Another federal court has accepted a whistleblower’s proposal to use a statistical approach in False Claims Act (FCA) litigation to extrapolate from a small billing sample to a much larger universe of claims. This is one of several federal courts to accept this alternative method of establishing liability under the FCA, which could pave the way for similar approaches in qui tam lawsuits alleging improper Medicare or Medicaid billing. While the court recognized that defects in the method could result in excluding the extrapolation results at a later point in the litigation, it declined to bar the approach outright.

In a brief April 28 opinion, the United States District Court for the Middle District of Florida cited decisions that recognized the validity of statistical sampling in FCA cases, including a 2014 opinion from a Tennessee federal court that supported extrapolation for FCA liability. The court concluded that “no universal ban on expert testimony based on statistical sampling applies in a qui tam action (or elsewhere), and no expert testimony is excludable in this action for that sole reason[.]”

The case is United States ex rel. Ruckh v. CMC II LLC et al., case number 8:11-cv-01303, brought against current defendants CMC II, LLC; Sea Crest Health Care Management, LLC; Salus Rehabilitation, LLC; 207 Marshall Drive Operations, LLC; and 803 Oak Street Operations, LLC. The relator ischallenging the billing practices of 53 skilled nursing facilities in Florida that allegedly defrauded the United States and Florida by “up-coding” and “up-charging” for patients. Given the large number of locations, the relator is proposing to analyze sample data to extrapolate across the many locations.

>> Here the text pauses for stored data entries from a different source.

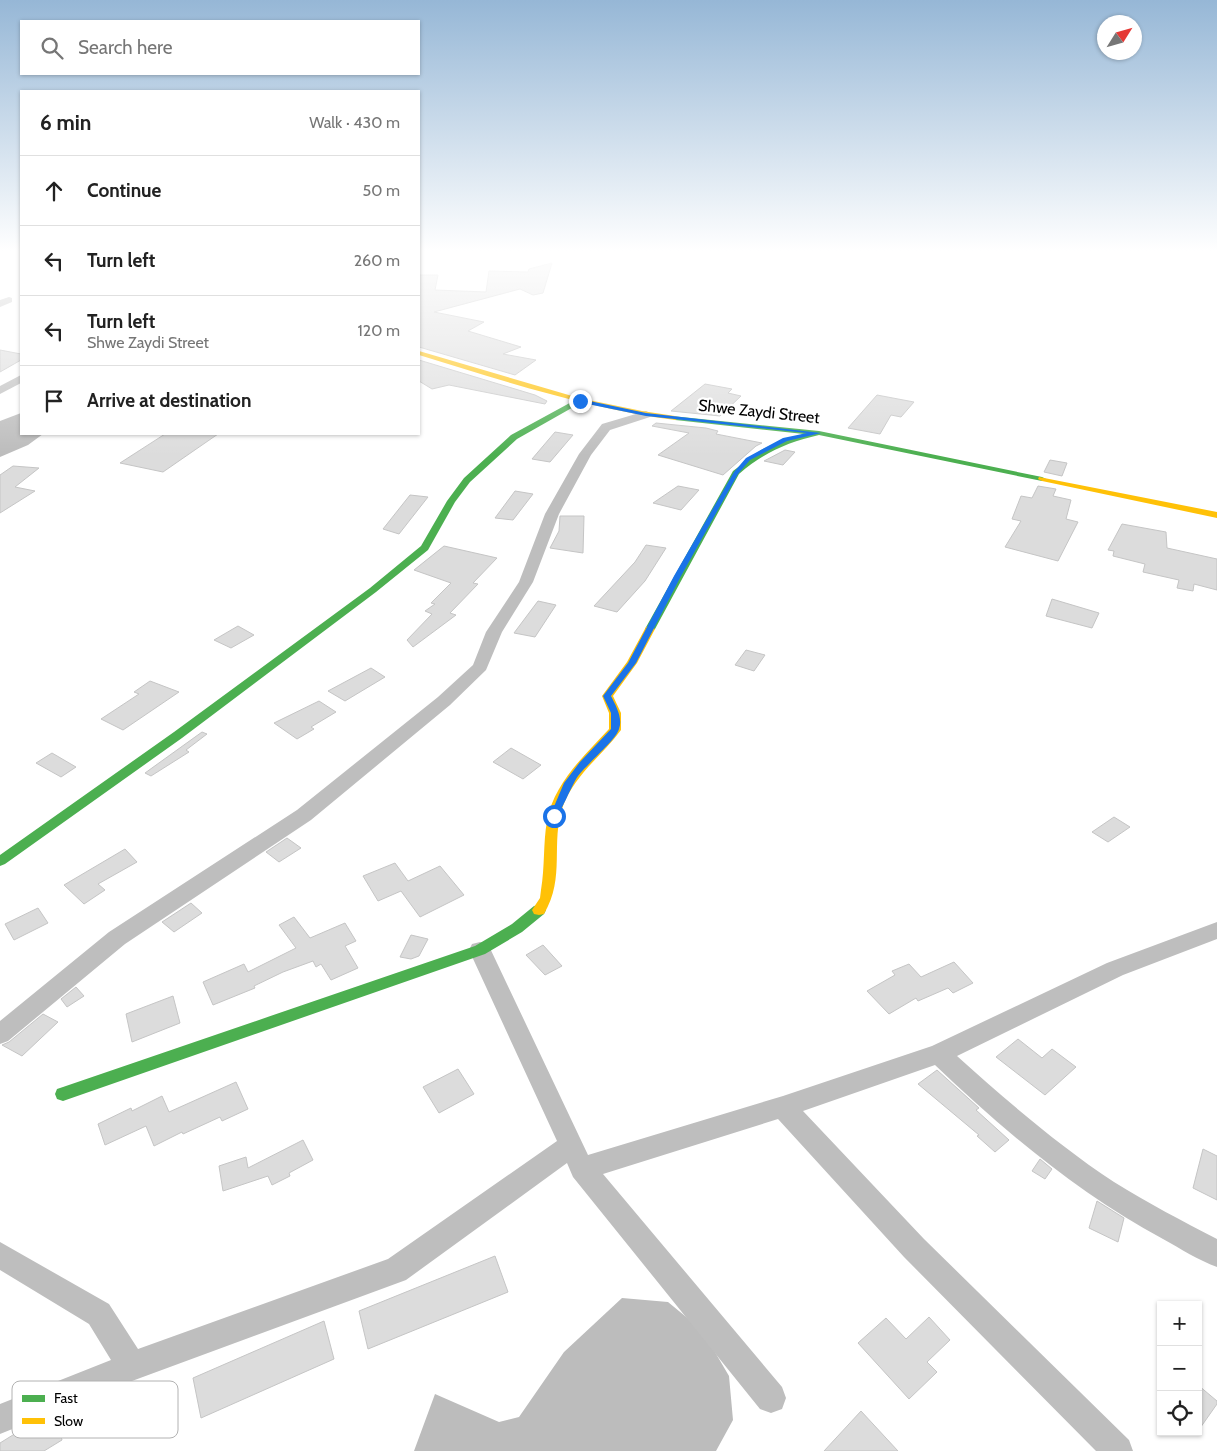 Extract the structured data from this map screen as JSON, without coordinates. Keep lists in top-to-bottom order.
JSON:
{
  "streets": {
    "street": ["Shwe Zaydi Street"]
  },
  "legend": ["Fast", "Slow"],
  "north": "top right",
  "page": {
    "search": "Search here",
    "heading": ["6 min", "Walk · 430 m"],
    "list": [
      ["Continue", "50 m"],
      ["Turn left", "260 m"],
      ["Turn left", "Shwe Zaydi Street", "120 m"],
      "Arrive at destination"
    ],
    "map_buttons": ["+", "−"]
  }
} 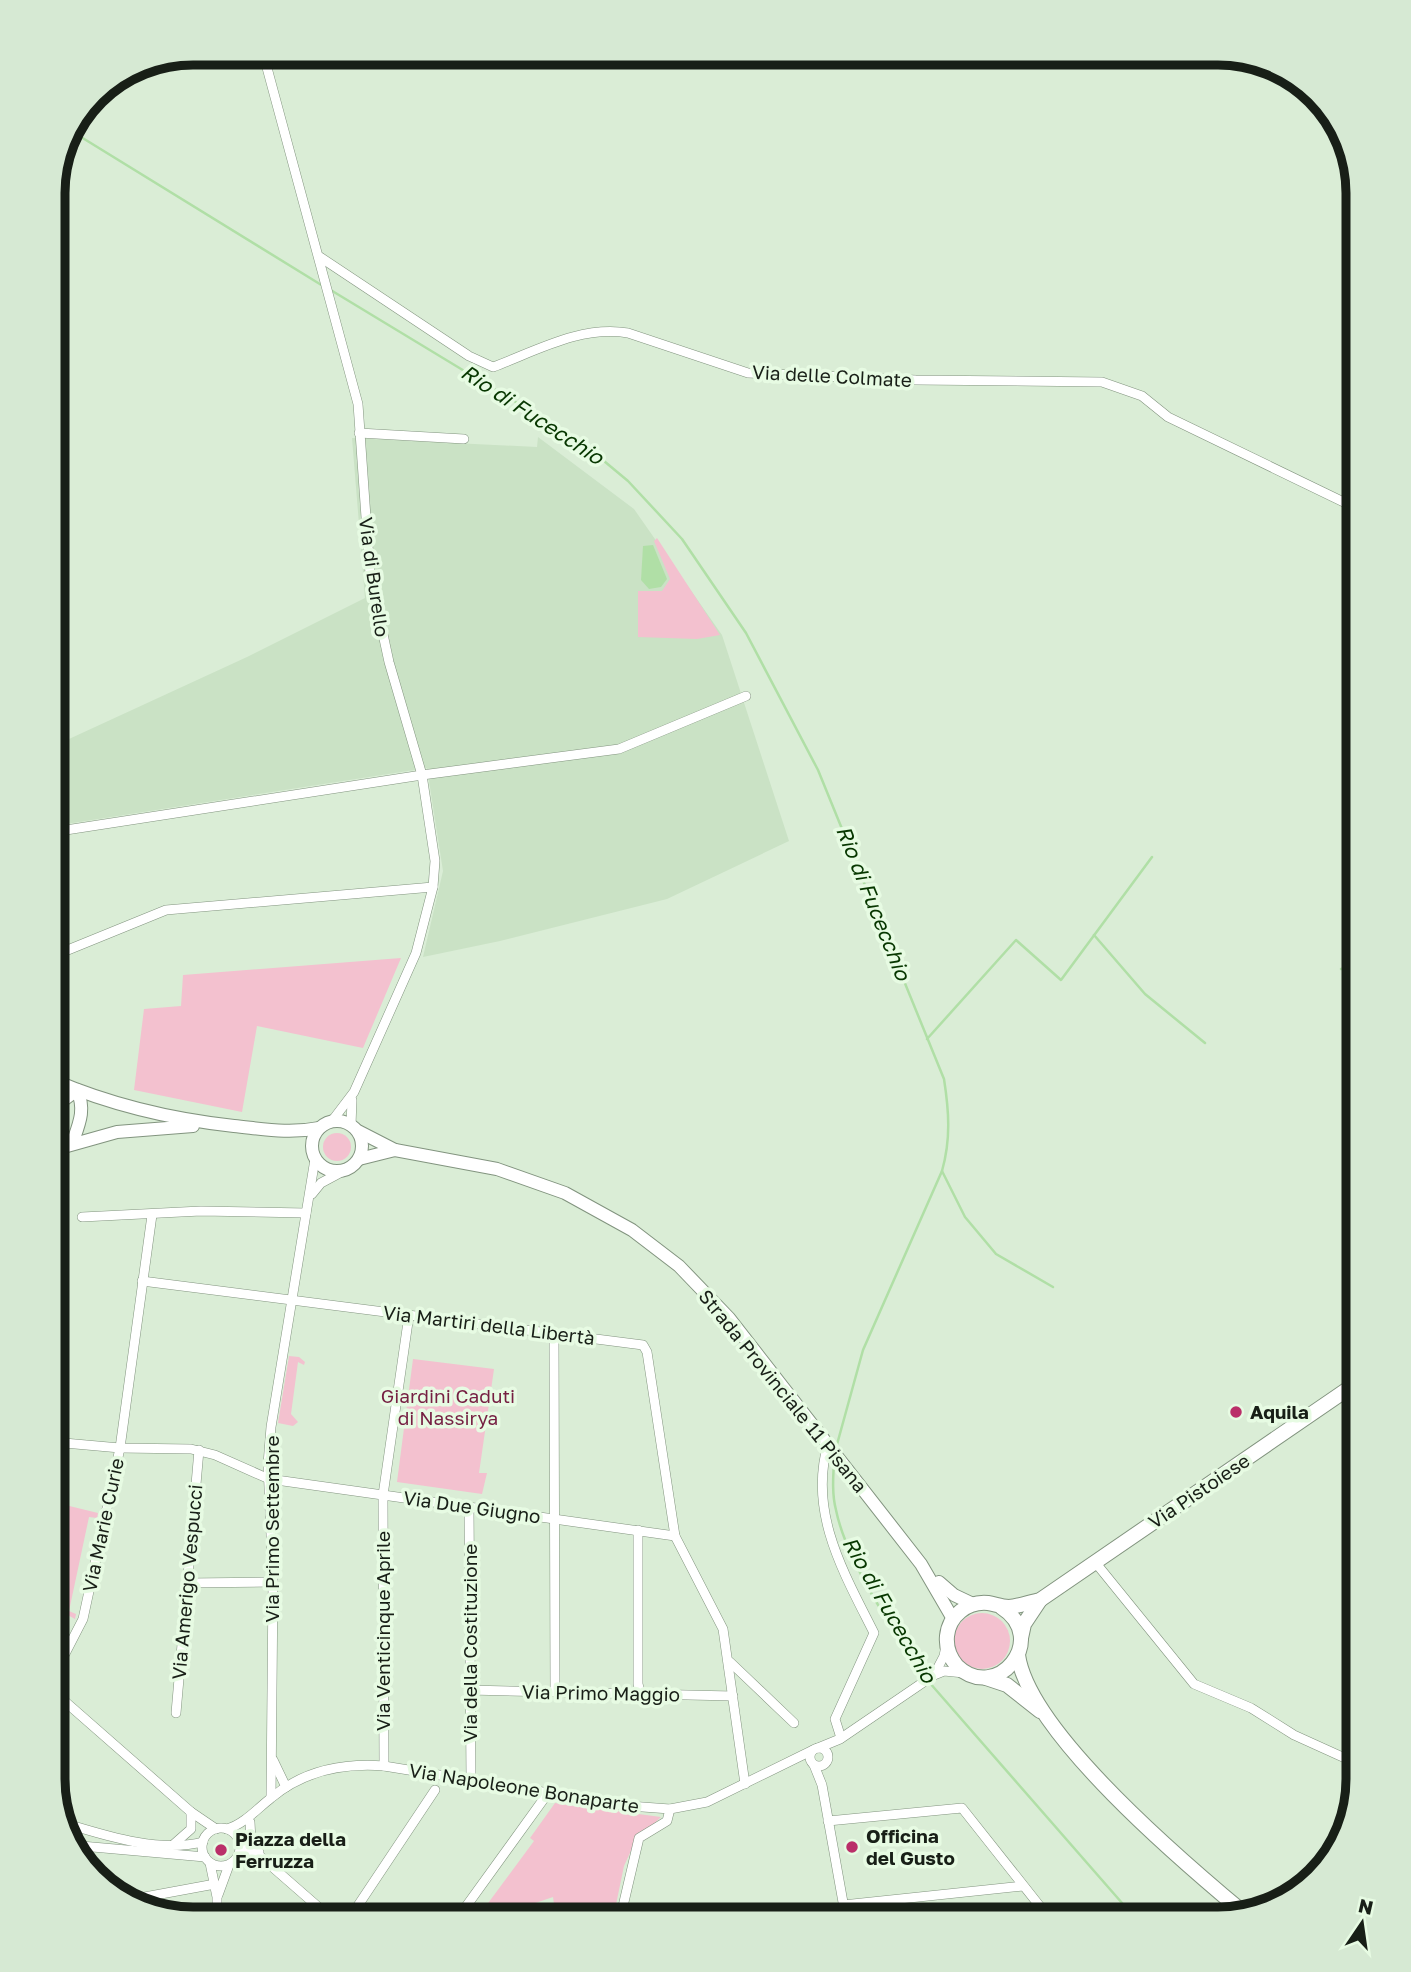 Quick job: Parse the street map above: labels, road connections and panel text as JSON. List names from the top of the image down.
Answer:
{
  "streets": {
    "main road": ["Strada Provinciale 11 Pisana", "Via Pistoiese"],
    "street": [
      "Via delle Colmate",
      "Via di Burello",
      "Via Martiri della Libertà",
      "Via Due Giugno",
      "Via Marie Curie",
      "Via Primo Settembre",
      "Via Amerigo Vespucci",
      "Via Venticinque Aprile",
      "Via della Costituzione",
      "Via Primo Maggio",
      "Via Napoleone Bonaparte"
    ]
  },
  "crossings": [
    ["Via delle Colmate", "Via di Burello"],
    ["Via di Burello", "Strada Provinciale 11 Pisana"],
    ["Via Martiri della Libertà", "Via Due Giugno"],
    ["Via Martiri della Libertà", "Via Marie Curie"],
    ["Via Martiri della Libertà", "Via Primo Settembre"],
    ["Via Martiri della Libertà", "Via Venticinque Aprile"],
    ["Strada Provinciale 11 Pisana", "Via Pistoiese"],
    ["Via Due Giugno", "Via Primo Settembre"],
    ["Via Due Giugno", "Via Amerigo Vespucci"],
    ["Via Due Giugno", "Via Venticinque Aprile"],
    ["Via Due Giugno", "Via della Costituzione"],
    ["Via Primo Settembre", "Via Napoleone Bonaparte"],
    ["Via Venticinque Aprile", "Via Napoleone Bonaparte"],
    ["Via della Costituzione", "Via Primo Maggio"],
    ["Via della Costituzione", "Via Napoleone Bonaparte"]
  ],
  "water": ["Rio di Fucecchio"],
  "parks": ["Giardini Caduti di Nassirya"],
  "places": ["Aquila", "Officina del Gusto", "Piazza della Ferruzza"],
  "north": "top"
}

Even though the DOJ did not intervene in this case, it did file a brief in support of relator’s motion in limine to admit expert testimony based on statistical sampling. The government’s support tracks some of its other practices. For example, in the context of self-disclosures, the OIG accepts “a statistically valid random sample of the claims that can be projected to the population of claims affected by the matter.” A self-disclosing provider, however, would likely be in a better position to assess how to create a sampling approach that accurately reflects an identified issue than a relator alleging an unsubstantiated billing impropriety across a large number of potentially diverse locations serving dissimilar patients and covering long scopes of time.

Given these relaxed proof standards, defendants in FCA actions may need to focus on effective, early challenges to the data selected for use in a proposed statistical sample, or its applicability across multiple years or different facilities, as an important fallback argument should efforts to avoid the practice fail. Providers could apply their presumably broader knowledge of their operations to show an unacceptable margin of error or other defects in the relator’s extrapolation, or could counter with extrapolation models of their own. A defendant’s insider perspective could offer an advantage if the qui tam landscape continues to favor extrapolation, particularly if the debate turns from “whether” to “how” to extrapolate from a sample.